Mountain View Colony raises about 3,000 Thanksgiving turkeys on its farm near Comanche

By TOM LUTEY, The Billings Gazette

BROADVIEW — As soon Joe Wipf opens the gate to the Mountain View Colony turkey yard, a flock of white-feathered, red-faced toms comes marching.

Their wattles waggle as their heads dart from side to side. Black, buckshot eyes glance at Wipf’s empty hands and then to his pockets. No such luck. Wipf fed the birds and is now wading into the large flock to make sure everyone has something fresh to drink.

“Everyone should have fresh water,” Wipf said. “Humans like to have fresh water, right?”

Mountain View Colony raises about 3,000 Thanksgiving turkeys on its farm near Comanche. They start in the late summer with softball-sized poults and feet the birds up to about 15 to 22 pounds, though there are always a few 30-plus pounders for customers who want a really big bird.

Minding the turkeys is no small chore; the animals eat about a ton of food a day. There’s a turkey man and turkey boy to tend to the flock, and occasionally an extra hand like Joe Wipf is called to help.

Wipf is in the rotation today. His son, Tim, who normally looks after the birds, is away on business in Canada.

Wipf is a jack of all trades. Like a lot of elder Hutterite men, he helps wherever needed, which is the colony way. He might pick banquet potatoes in the morning, or help in the egg barn or with the dairy cows.

Everything that’s raised here is sold in town. The milk goes to Meadow Gold in Billings. In fact most of Meadow Gold’s milk comes from Montana’s 52 Hutterite colonies. Mountain View Colony also provides chicken eggs to three Wal-Marts in Billings and Laurel.

Colonies have raised turkeys since migrating to the United States from Canada in the 1940s. Hutterites are Anabaptist, a Christian society that in Europe was persecuted in the 1500s for rejecting baptism at birth, instead opting to baptize until a person’s faith was confessed. Eventually believers emigrated to North America. Colony members pool their resources.

Wipf wears the distinctive dress of his people as he tends to the turkeys: dark trousers and jacket, suspenders and a buttoned shirt. It’s an intentionally modest uniform hand-sewn by the women of the colony.

Hutterites started raising the turkeys for regional sale several years ago after realizing there was a market for fresh, locally raised Thanksgiving birds. But the recent demand wasn’t just for local turkeys; Billings consumers wanted turkeys that were free of hormones, had free range and, yes, had fresh water.

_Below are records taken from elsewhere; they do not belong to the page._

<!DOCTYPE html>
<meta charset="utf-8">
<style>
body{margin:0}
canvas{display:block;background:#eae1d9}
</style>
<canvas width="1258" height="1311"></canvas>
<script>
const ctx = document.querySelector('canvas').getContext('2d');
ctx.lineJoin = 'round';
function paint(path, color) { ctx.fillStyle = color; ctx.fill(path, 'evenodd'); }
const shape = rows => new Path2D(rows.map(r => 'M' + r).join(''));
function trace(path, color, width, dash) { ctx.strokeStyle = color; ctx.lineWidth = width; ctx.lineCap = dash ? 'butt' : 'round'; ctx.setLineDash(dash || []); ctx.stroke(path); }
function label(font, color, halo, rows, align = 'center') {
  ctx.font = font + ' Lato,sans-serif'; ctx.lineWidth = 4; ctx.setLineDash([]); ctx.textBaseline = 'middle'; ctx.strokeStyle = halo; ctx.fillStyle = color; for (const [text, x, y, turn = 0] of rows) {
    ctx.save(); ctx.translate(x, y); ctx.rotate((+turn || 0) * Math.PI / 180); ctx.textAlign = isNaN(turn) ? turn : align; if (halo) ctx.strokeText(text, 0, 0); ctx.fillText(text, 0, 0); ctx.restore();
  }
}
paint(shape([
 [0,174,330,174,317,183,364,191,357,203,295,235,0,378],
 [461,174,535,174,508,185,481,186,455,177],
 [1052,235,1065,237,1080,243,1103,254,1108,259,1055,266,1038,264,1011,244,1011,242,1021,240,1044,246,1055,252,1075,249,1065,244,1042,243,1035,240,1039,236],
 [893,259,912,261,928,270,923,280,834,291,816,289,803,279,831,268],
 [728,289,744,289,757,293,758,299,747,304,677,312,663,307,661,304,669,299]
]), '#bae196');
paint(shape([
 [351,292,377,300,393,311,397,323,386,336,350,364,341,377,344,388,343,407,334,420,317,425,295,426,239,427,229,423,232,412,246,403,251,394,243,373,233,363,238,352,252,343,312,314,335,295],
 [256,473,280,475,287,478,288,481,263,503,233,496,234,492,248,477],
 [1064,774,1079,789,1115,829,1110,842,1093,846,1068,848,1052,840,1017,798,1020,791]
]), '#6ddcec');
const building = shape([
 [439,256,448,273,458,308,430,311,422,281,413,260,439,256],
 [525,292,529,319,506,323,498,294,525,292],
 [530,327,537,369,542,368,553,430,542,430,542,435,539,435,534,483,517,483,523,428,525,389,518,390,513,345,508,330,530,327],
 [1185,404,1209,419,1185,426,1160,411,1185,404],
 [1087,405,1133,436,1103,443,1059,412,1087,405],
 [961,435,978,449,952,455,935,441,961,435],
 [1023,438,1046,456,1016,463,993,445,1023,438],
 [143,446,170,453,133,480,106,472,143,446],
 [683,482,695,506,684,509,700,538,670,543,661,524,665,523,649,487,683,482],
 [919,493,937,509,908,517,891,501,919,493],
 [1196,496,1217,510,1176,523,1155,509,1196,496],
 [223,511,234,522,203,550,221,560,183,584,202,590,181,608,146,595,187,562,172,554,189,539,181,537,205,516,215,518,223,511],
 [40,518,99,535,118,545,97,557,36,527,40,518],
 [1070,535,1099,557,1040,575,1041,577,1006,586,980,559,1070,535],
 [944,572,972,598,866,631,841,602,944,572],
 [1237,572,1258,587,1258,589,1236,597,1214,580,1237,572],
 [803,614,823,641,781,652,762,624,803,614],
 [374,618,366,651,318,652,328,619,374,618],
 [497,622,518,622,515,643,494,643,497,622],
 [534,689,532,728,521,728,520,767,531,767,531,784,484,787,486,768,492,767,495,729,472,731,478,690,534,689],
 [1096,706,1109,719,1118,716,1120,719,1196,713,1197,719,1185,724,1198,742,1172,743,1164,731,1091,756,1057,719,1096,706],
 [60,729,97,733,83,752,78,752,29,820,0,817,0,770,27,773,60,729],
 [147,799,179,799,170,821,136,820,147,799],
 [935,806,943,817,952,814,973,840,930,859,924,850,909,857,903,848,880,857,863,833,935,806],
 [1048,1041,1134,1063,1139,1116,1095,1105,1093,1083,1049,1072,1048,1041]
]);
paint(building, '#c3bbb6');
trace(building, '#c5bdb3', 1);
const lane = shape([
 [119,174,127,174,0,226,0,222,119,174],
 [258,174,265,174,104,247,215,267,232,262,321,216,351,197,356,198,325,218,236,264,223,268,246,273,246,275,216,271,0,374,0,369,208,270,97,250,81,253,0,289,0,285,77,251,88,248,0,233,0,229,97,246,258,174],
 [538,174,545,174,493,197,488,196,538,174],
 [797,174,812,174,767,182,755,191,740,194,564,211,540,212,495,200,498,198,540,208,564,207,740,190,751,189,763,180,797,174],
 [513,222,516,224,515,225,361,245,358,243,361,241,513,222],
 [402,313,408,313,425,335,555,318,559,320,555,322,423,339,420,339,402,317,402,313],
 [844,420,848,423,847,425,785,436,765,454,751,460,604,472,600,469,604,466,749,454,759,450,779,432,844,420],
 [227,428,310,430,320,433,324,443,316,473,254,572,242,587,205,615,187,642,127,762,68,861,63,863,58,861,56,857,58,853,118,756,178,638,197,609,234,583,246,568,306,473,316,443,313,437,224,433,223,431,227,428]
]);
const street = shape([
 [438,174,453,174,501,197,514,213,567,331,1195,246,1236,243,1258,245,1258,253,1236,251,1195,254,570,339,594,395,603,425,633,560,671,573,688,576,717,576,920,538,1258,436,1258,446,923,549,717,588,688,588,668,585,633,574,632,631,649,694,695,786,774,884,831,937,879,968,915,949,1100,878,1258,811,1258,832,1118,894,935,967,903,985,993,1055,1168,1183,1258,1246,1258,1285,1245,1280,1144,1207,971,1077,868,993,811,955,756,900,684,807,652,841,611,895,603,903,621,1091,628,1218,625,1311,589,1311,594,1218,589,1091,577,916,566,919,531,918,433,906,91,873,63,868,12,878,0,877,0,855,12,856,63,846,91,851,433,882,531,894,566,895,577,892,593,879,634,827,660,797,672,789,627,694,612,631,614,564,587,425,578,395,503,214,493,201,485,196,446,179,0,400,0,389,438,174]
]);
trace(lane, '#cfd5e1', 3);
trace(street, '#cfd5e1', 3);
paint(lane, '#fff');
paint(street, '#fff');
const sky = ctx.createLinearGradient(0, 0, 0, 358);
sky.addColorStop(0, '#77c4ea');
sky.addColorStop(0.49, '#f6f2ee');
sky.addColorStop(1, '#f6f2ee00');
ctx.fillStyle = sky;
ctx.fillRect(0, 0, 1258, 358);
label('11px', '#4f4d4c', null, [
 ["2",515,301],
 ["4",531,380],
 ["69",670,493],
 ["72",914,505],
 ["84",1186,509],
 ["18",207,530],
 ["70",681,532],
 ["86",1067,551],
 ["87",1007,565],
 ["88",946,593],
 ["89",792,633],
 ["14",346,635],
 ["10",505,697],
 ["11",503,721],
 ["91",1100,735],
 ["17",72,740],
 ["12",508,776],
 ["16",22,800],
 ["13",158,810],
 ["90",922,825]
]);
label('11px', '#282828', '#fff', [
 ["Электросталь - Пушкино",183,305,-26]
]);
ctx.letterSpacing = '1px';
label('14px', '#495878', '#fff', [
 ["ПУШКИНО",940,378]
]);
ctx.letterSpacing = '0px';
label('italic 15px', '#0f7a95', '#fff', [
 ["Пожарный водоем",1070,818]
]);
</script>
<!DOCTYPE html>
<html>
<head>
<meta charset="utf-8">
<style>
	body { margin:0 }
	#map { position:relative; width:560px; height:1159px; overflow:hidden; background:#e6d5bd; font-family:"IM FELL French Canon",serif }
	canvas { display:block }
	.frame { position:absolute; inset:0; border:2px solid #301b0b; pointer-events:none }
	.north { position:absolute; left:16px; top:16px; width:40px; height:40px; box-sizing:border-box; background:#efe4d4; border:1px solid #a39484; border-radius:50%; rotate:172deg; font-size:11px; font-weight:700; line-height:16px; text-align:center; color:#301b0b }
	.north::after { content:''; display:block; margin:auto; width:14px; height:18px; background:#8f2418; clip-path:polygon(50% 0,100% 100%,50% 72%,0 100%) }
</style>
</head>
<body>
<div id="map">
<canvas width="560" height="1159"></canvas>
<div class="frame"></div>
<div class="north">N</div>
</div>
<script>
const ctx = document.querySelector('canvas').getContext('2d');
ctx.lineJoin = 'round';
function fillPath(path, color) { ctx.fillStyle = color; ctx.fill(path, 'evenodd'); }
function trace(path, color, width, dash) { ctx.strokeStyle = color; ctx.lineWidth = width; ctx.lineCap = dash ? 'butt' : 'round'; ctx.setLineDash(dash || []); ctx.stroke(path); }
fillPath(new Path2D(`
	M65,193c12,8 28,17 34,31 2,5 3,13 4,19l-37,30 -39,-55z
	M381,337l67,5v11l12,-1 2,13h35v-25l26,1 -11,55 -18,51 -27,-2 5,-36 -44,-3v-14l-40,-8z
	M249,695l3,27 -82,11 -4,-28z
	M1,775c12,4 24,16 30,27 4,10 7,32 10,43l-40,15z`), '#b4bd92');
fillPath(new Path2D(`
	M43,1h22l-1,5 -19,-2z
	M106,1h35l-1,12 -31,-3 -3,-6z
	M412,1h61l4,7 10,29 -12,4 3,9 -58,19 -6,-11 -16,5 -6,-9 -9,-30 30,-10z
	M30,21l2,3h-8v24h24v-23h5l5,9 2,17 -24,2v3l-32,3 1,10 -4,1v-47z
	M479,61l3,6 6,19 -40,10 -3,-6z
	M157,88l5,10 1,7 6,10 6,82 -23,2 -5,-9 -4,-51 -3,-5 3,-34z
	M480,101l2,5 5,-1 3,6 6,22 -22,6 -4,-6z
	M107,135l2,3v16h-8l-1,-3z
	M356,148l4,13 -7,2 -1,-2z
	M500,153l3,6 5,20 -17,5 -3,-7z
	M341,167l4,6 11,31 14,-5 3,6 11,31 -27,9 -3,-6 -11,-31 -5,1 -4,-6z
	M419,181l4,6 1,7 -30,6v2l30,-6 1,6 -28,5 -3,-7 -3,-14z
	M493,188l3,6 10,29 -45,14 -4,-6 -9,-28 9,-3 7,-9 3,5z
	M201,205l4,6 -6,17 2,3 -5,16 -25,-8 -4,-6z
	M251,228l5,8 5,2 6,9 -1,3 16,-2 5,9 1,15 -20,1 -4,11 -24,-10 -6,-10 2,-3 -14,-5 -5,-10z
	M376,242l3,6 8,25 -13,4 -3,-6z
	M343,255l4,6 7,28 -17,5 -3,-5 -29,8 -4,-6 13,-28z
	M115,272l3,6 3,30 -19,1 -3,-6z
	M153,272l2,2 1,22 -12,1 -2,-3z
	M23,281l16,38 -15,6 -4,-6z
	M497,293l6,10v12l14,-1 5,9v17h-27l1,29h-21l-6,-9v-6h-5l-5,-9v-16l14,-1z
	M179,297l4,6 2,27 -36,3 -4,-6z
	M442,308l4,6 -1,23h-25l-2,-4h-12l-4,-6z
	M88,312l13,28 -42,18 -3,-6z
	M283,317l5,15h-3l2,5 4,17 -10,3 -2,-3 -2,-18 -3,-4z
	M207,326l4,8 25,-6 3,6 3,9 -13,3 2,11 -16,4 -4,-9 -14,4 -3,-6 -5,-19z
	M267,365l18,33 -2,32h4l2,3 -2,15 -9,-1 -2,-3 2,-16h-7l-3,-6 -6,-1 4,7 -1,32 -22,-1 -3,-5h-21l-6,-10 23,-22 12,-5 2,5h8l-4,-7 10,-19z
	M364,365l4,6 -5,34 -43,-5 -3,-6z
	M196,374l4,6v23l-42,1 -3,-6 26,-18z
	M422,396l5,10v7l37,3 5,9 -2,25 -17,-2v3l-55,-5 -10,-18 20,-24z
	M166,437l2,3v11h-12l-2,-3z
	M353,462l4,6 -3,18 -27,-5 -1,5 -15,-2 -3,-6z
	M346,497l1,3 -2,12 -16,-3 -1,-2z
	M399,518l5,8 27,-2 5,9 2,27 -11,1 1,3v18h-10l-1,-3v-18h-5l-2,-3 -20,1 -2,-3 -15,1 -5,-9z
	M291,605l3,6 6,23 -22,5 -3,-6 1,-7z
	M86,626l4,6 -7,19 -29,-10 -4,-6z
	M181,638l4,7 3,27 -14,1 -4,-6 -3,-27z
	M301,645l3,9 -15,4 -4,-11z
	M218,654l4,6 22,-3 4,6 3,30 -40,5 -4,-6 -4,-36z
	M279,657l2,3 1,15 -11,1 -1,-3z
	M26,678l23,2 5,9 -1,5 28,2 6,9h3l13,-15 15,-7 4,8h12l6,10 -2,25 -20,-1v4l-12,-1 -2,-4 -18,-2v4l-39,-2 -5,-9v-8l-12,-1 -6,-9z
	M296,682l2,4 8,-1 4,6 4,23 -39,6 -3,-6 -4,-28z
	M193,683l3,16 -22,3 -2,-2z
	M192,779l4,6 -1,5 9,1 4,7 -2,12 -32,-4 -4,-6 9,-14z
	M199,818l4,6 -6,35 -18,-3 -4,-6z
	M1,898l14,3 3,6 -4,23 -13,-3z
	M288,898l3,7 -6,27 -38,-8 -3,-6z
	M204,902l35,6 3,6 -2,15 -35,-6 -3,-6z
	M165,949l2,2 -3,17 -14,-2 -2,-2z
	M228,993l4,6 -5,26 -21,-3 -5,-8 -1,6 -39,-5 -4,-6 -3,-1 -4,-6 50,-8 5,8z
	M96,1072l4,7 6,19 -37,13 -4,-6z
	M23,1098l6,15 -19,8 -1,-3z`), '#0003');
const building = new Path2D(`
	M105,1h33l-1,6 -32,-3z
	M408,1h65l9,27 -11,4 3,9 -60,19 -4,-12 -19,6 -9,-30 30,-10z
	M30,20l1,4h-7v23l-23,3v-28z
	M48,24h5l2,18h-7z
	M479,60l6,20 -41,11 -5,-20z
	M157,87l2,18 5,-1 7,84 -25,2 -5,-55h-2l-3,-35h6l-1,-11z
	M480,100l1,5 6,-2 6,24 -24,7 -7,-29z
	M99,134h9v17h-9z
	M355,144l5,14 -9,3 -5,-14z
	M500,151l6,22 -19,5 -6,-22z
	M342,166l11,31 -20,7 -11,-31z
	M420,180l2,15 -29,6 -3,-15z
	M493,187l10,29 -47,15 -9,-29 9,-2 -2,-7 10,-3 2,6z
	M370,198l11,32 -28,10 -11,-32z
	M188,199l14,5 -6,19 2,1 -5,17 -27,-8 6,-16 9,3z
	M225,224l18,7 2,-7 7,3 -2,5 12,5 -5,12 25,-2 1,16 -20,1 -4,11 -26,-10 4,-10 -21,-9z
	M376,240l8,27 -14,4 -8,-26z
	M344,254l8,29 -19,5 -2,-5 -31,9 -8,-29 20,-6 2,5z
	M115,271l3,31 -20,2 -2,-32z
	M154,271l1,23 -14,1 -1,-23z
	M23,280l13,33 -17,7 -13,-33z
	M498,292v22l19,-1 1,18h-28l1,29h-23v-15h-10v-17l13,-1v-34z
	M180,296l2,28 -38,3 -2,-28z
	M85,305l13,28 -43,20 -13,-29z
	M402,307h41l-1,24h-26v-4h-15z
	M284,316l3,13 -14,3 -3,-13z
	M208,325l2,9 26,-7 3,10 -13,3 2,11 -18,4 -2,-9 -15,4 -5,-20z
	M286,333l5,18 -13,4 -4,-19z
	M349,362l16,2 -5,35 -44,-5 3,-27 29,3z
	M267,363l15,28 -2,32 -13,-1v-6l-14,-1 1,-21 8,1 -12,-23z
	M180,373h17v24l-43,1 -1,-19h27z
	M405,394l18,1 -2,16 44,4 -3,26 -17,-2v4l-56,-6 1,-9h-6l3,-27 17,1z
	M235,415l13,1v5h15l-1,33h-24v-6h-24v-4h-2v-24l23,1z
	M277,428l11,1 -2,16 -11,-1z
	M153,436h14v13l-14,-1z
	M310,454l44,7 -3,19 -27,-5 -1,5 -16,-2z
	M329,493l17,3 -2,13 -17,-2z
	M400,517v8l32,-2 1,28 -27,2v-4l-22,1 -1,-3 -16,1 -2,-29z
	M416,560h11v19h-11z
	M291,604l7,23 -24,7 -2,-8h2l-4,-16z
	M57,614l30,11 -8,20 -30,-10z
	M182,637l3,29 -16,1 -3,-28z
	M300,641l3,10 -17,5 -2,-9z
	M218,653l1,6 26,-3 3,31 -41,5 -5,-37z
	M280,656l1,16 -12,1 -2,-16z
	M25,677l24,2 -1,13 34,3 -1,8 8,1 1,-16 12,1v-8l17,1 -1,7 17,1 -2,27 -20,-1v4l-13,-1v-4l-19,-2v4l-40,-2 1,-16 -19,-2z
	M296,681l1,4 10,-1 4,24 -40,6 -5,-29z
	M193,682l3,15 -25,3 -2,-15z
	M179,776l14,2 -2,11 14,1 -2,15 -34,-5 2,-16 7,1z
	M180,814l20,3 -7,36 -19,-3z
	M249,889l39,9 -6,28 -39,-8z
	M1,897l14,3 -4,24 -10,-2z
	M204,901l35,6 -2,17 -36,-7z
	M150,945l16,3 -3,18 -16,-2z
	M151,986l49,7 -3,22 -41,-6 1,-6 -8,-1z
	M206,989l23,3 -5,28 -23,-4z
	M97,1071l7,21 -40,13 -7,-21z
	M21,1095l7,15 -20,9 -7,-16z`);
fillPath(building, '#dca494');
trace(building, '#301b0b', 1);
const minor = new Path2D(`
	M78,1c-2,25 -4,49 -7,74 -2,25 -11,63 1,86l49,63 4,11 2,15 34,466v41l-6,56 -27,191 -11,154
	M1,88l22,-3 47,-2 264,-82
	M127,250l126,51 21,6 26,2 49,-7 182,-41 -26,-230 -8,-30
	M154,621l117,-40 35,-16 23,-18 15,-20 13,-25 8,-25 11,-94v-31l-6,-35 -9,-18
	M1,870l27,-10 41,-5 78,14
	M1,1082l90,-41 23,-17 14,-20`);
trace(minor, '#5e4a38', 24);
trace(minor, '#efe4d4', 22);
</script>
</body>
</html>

As they adapted to what consumers wanted, the colony went from selling a few hundred birds in the parking lot of Pacific Gallery Antiques, on Broadwater Avenue in Billings, to meeting with organic buyers like Good Earth Market to make sure the birds were raised just right. Mountain View went from selling several hundred turkeys a season to several thousand.

“We have carried their birds for at least nine years that I know of. They’re our primary turkey guys,” said Perry McNeese, the longtime store manager for Good Earth Market. “It was important to us they had good shelter, but also that they were outside in a big pen. They use a vegetable feed with no antibiotics, no hormones. They meet our sustainability standards.”

It was also important to McNeese that the turkeys were close by. Moving fresh turkeys from farm to table isn’t easy, McNeese said. The birds are just slightly frozen when they arrive at the store for sale. Timing is everything.

The average weight of this year’s colony turkeys will be about 18 pounds.

The secret to making the turkeys flavorful, say Hutterites, is soaking them in ice water to lower their body temperature immediately after they’re processed. Though the birds sold in town are slightly frozen for preservation, people who prefer their turkeys freshly chilled, not frozen, can visit the colony and pick one up.